(Dataset entries)
+--
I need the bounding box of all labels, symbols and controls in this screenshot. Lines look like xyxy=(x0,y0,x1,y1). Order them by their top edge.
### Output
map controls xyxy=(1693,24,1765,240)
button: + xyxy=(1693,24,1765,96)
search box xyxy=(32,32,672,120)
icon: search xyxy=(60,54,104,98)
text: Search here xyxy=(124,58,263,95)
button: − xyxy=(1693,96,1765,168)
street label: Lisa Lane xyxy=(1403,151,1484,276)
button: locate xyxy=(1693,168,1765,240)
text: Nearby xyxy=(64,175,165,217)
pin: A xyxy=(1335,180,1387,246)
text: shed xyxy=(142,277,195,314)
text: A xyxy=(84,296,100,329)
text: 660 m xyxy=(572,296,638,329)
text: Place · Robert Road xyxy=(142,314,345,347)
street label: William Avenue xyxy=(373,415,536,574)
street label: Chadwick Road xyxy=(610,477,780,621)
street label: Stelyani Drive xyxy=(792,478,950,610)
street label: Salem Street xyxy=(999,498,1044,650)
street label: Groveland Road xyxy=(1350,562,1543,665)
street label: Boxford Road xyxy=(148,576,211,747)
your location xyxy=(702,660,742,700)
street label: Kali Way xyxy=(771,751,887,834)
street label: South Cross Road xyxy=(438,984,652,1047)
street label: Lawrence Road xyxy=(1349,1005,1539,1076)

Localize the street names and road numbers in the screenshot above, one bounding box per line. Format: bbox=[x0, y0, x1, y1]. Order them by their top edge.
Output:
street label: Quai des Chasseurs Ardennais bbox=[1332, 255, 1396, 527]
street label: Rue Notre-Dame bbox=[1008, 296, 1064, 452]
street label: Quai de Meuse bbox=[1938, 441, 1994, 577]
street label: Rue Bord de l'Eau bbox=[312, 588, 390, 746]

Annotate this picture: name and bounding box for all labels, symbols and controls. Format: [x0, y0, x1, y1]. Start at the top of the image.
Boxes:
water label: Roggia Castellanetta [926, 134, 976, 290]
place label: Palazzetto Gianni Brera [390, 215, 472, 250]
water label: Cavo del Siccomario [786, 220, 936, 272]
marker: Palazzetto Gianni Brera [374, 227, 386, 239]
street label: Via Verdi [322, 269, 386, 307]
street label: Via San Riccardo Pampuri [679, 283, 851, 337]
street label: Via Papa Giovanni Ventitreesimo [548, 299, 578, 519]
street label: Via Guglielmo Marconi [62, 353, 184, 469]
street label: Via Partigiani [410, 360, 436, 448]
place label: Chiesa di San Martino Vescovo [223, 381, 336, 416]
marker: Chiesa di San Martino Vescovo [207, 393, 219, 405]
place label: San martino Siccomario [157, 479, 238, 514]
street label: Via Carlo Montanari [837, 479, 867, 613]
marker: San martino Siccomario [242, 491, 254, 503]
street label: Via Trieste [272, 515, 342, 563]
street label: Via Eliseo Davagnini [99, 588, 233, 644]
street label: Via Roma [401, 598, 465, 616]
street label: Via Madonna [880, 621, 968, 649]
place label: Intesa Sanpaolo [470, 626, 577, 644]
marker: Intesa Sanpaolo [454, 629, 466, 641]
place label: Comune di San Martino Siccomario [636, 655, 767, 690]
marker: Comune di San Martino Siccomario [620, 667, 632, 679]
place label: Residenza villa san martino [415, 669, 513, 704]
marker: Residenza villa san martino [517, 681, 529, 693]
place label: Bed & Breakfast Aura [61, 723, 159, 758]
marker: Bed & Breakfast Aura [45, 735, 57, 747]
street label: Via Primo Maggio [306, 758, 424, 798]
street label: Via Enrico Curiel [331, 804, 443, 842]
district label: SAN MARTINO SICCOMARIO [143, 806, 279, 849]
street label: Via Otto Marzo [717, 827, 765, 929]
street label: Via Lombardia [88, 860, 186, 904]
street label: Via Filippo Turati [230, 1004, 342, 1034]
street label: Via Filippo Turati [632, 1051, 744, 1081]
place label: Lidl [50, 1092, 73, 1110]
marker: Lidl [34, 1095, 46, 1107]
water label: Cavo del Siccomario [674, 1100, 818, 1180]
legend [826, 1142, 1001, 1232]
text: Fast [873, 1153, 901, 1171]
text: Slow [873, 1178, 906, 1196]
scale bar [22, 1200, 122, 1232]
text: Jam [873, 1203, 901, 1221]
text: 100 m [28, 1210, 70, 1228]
+--
The expected answer is a copy of each line above containing "edge".

■ **Written reply**
I need the bounding box of all labels, symbols and controls in this screenshot. Lines look like xyxy=(x0,y0,x1,y1). Order them by their top edge.
Localize the street names and road numbers in the screenshot above, one bounding box per line. Format: bbox=[x0, y0, x1, y1]. Order them by their top edge.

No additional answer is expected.